*** Opening of EXCERPTED RECORDS ***

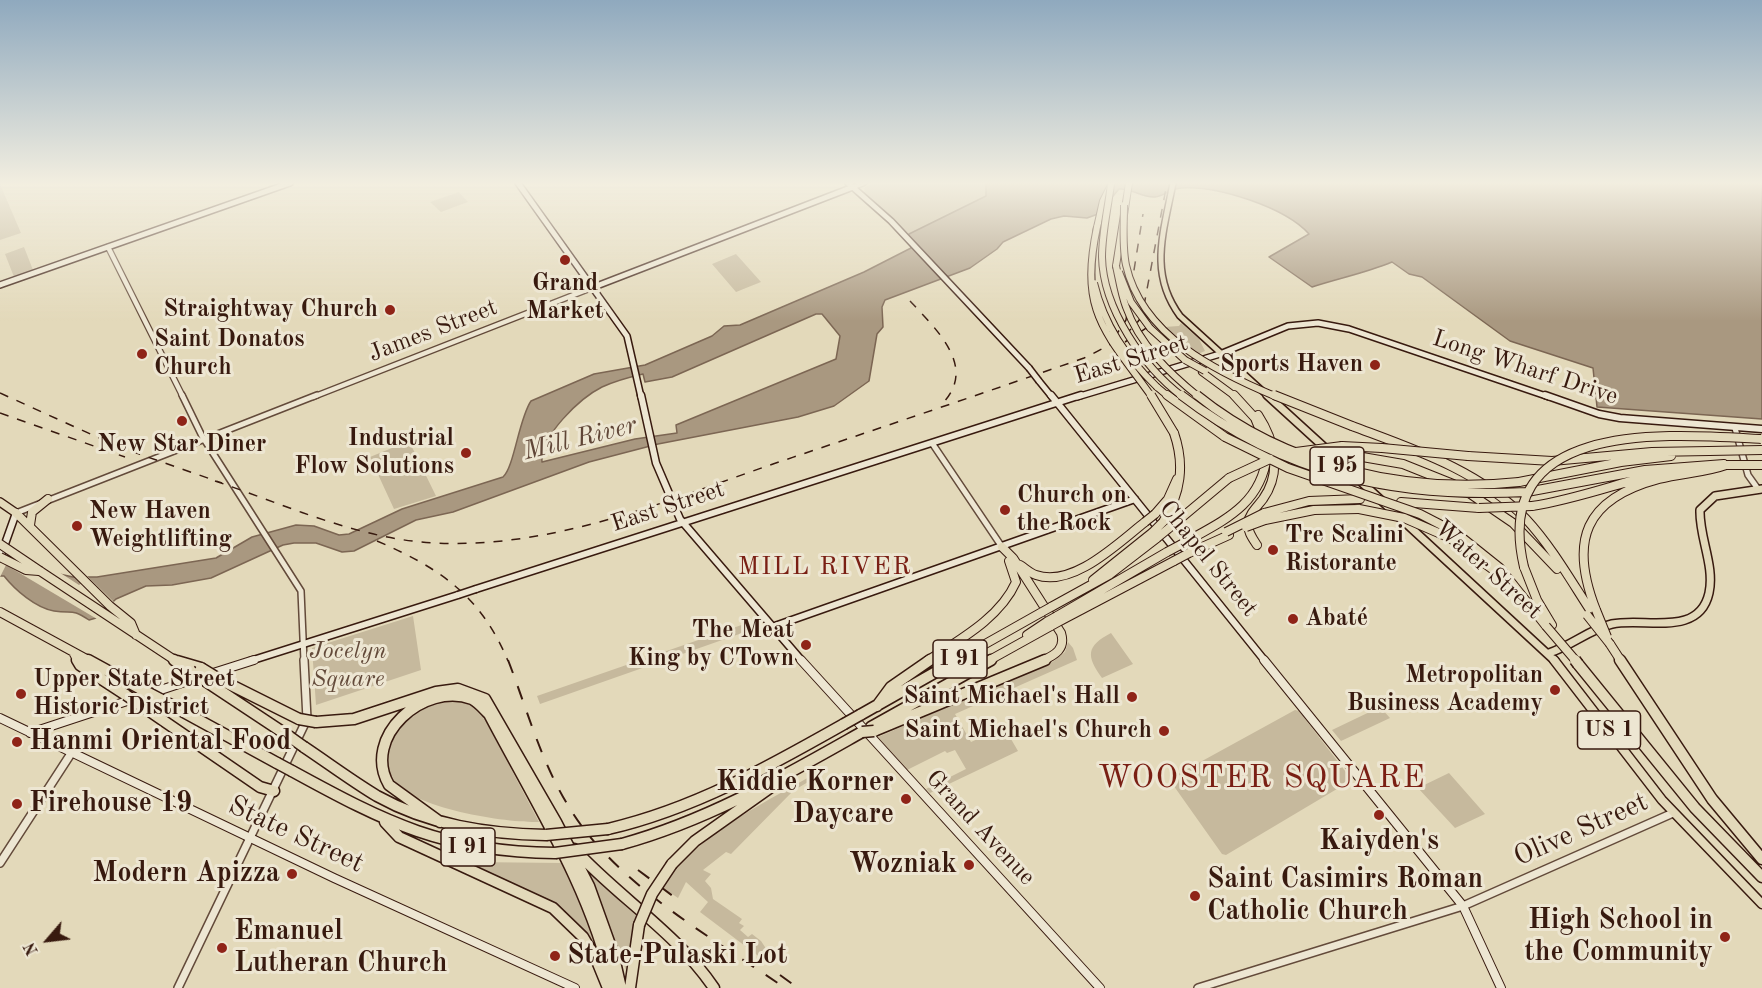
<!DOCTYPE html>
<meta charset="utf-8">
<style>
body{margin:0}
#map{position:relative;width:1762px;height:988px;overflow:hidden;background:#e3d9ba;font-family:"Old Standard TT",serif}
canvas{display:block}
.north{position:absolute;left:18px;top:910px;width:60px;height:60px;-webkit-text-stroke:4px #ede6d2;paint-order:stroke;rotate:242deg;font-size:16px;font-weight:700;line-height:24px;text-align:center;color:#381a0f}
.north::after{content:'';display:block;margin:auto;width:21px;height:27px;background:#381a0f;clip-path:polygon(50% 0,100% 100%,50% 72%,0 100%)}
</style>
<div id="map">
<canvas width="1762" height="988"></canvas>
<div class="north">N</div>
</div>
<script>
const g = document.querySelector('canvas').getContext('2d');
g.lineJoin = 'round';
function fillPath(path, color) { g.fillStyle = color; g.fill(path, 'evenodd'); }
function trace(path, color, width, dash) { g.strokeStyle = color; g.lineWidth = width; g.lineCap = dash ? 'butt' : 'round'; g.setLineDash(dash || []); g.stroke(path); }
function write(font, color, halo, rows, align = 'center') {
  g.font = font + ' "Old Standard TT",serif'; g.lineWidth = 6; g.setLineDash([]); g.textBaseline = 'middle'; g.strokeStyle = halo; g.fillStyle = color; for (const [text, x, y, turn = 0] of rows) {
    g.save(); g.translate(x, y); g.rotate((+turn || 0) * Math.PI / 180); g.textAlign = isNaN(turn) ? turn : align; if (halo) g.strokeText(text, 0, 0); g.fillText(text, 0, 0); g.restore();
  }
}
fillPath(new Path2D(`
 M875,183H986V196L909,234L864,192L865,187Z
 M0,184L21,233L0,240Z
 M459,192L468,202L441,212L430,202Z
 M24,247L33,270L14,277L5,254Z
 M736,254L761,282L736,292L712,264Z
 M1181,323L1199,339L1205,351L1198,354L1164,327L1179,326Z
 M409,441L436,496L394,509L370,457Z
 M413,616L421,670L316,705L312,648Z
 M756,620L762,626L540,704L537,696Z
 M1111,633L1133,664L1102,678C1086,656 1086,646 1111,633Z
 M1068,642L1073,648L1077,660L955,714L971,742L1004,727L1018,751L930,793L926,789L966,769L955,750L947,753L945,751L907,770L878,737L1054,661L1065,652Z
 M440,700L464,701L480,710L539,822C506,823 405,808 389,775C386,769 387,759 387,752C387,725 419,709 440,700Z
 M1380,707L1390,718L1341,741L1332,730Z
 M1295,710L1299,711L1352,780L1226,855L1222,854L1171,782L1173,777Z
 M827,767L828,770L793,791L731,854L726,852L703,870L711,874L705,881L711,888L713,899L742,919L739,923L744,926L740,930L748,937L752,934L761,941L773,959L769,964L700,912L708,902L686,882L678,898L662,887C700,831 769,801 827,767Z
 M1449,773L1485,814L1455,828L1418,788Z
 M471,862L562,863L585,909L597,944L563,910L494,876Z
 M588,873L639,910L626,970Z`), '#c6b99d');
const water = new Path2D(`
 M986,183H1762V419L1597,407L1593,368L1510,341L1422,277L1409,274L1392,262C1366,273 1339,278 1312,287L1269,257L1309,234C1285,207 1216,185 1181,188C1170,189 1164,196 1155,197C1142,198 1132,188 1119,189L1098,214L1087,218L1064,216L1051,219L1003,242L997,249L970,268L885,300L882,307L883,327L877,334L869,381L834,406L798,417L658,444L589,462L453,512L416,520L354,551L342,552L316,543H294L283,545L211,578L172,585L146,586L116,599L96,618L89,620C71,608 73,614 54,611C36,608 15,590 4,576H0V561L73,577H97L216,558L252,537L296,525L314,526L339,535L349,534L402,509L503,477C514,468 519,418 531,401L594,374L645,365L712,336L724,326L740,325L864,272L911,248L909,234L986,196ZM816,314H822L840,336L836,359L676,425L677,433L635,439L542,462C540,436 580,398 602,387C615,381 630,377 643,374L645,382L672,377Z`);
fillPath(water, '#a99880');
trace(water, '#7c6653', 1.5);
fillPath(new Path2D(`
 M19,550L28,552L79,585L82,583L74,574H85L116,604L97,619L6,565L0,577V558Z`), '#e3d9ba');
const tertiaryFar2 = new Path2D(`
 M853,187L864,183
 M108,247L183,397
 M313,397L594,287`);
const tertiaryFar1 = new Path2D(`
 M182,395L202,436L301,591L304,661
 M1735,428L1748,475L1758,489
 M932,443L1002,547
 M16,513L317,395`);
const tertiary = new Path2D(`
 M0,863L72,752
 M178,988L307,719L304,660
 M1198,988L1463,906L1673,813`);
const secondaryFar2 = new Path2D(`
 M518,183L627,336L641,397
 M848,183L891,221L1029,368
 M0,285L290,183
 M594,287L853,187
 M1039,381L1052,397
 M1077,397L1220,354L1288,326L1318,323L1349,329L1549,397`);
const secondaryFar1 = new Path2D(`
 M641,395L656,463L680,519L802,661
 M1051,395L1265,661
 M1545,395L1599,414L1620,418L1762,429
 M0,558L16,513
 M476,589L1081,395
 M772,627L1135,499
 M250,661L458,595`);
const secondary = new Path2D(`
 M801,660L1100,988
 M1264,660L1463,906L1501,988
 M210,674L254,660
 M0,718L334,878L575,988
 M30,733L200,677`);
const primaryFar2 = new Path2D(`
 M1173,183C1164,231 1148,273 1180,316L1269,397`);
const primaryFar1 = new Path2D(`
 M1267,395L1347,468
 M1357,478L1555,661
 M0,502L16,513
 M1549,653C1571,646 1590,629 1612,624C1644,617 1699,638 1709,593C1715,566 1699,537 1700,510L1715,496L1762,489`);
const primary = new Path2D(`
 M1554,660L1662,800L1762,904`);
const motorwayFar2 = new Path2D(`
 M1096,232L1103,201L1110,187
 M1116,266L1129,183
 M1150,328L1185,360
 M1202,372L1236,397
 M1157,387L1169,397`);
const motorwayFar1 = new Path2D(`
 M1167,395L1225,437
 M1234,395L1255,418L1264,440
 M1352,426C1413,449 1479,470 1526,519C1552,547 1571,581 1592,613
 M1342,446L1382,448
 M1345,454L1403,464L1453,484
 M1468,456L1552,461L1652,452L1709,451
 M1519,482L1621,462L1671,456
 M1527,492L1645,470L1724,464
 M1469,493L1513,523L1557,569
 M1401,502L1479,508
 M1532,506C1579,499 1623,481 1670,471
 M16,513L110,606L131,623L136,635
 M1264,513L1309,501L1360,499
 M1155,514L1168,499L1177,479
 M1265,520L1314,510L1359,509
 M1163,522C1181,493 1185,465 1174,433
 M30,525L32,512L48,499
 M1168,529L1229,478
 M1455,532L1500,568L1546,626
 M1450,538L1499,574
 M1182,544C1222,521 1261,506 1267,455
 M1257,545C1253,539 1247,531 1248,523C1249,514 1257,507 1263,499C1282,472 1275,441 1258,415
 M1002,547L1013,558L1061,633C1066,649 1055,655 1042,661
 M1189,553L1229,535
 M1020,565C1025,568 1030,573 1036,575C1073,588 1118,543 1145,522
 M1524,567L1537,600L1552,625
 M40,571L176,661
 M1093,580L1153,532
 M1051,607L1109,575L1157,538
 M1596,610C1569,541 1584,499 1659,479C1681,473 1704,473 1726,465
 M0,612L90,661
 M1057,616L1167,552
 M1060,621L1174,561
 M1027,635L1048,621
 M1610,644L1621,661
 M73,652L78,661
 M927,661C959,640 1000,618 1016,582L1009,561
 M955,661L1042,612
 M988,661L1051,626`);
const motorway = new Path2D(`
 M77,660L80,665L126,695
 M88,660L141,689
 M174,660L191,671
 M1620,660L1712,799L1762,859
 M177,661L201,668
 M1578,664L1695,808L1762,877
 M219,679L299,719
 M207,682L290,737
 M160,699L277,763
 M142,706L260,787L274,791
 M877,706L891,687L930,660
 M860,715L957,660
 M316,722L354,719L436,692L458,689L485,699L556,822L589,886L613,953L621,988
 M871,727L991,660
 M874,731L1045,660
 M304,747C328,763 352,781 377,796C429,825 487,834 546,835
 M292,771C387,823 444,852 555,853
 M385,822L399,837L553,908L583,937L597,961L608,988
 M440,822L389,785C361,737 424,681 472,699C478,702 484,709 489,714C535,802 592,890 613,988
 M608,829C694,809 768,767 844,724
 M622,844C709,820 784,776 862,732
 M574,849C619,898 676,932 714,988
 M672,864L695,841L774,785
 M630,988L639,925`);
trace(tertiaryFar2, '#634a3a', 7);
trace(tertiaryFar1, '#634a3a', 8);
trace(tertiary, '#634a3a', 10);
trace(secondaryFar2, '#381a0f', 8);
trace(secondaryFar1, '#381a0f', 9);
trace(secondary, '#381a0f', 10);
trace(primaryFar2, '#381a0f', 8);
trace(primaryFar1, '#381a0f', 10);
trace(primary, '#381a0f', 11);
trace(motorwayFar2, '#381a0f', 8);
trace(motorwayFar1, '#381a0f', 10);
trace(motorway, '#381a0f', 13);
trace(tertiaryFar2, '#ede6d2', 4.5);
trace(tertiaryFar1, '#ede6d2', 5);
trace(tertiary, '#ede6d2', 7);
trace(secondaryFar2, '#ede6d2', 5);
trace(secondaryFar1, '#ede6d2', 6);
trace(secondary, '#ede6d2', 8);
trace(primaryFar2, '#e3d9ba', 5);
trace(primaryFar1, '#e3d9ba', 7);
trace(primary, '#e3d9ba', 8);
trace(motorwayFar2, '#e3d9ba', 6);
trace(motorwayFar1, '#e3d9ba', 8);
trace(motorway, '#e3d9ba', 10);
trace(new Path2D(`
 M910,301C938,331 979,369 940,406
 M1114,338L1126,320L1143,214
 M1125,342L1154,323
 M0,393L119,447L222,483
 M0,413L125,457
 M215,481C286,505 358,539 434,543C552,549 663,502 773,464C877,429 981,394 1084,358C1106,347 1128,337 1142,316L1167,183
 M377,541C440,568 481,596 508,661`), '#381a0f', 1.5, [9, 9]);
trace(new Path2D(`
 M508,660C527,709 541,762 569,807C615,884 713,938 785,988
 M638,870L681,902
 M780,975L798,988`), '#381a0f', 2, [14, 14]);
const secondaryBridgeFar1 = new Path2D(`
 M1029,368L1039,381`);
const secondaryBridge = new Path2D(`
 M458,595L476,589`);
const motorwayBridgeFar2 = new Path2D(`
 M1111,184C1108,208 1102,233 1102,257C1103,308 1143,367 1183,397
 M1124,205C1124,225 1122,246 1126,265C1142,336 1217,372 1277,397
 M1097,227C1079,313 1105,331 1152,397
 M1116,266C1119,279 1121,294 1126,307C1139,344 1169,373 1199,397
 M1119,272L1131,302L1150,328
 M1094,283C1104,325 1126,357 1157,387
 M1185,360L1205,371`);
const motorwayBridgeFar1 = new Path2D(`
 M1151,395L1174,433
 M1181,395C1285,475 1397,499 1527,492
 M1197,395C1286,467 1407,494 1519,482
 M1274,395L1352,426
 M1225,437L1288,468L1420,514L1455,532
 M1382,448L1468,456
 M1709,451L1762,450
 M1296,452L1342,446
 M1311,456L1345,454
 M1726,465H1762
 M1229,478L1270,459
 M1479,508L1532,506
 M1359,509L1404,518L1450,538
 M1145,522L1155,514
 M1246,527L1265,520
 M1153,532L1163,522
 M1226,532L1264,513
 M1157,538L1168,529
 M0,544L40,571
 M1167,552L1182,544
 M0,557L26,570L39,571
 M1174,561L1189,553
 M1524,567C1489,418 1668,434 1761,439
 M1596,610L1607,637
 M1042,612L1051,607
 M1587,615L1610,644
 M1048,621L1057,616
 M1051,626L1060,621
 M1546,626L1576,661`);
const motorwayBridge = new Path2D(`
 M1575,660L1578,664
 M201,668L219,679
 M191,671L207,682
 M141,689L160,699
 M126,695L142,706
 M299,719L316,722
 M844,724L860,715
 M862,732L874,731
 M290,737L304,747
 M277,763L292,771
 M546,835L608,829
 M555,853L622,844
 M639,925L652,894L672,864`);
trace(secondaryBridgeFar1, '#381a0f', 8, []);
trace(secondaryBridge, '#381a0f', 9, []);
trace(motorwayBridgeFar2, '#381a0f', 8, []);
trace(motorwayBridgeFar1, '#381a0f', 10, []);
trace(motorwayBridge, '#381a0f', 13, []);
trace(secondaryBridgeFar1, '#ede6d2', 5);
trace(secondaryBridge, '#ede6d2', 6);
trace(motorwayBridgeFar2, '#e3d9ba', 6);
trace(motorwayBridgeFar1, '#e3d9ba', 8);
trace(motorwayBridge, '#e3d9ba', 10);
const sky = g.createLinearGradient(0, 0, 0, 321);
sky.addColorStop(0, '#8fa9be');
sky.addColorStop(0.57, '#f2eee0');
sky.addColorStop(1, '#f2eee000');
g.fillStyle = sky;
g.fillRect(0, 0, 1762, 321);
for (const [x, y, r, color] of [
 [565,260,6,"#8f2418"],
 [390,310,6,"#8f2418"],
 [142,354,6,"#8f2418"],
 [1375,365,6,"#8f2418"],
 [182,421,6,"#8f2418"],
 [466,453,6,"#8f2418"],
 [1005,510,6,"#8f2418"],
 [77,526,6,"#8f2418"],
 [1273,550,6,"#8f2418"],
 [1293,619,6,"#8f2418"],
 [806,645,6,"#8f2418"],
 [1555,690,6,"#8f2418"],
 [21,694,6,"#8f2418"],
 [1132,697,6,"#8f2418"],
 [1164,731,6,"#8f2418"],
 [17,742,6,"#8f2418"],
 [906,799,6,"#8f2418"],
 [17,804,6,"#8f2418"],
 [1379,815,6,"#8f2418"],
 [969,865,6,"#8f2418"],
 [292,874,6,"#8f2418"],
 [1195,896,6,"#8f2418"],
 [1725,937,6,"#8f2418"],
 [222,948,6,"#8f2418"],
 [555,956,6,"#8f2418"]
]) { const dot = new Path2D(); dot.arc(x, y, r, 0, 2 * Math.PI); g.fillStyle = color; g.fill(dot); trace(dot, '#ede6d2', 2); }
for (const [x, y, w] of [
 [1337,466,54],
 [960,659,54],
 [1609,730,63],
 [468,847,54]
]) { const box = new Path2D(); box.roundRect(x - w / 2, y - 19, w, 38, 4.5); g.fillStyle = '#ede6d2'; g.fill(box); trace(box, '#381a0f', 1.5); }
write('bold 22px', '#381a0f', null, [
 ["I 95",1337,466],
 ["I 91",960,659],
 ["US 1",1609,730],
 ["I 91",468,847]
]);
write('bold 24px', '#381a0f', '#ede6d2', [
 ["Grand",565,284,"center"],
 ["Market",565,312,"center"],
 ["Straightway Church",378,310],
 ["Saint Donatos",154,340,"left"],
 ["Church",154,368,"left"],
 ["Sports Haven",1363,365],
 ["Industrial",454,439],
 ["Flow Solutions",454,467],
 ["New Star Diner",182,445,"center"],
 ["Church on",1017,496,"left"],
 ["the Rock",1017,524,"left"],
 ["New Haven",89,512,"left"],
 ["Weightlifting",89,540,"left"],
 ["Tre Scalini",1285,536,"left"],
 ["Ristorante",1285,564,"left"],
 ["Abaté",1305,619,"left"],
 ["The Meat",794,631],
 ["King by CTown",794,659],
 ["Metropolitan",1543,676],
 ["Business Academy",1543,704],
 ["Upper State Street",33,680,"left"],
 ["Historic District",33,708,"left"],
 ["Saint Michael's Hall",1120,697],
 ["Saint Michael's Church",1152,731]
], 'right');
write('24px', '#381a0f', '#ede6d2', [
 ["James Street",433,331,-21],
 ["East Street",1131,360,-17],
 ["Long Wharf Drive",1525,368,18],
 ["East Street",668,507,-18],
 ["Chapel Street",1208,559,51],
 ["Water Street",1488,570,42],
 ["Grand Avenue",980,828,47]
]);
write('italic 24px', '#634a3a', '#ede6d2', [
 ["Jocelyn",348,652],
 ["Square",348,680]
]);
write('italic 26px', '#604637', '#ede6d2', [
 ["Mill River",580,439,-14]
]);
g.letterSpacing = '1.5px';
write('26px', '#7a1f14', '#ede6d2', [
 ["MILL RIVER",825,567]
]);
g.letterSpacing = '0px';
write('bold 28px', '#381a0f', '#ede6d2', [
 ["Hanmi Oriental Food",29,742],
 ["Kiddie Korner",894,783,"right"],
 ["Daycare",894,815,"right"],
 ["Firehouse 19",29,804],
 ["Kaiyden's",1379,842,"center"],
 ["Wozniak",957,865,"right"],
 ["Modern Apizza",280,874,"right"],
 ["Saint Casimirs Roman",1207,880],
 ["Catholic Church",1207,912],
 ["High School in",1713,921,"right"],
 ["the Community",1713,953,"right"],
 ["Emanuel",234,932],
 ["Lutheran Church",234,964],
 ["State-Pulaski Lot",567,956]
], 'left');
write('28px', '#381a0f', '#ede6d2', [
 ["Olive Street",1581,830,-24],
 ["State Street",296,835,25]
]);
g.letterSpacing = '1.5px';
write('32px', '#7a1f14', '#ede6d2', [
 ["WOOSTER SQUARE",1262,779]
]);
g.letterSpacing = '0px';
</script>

*** Close of EXCERPTED RECORDS ***

BRIEF: What is needed is every line from the data above that includes the string "turn", copied out.

SOLUTION FOR THIS EXERCISE:
  g.font = font + ' "Old Standard TT",serif'; g.lineWidth = 6; g.setLineDash([]); g.textBaseline = 'middle'; g.strokeStyle = halo; g.fillStyle = color; for (const [text, x, y, turn = 0] of rows) {
    g.save(); g.translate(x, y); g.rotate((+turn || 0) * Math.PI / 180); g.textAlign = isNaN(turn) ? turn : align; if (halo) g.strokeText(text, 0, 0); g.fillText(text, 0, 0); g.restore();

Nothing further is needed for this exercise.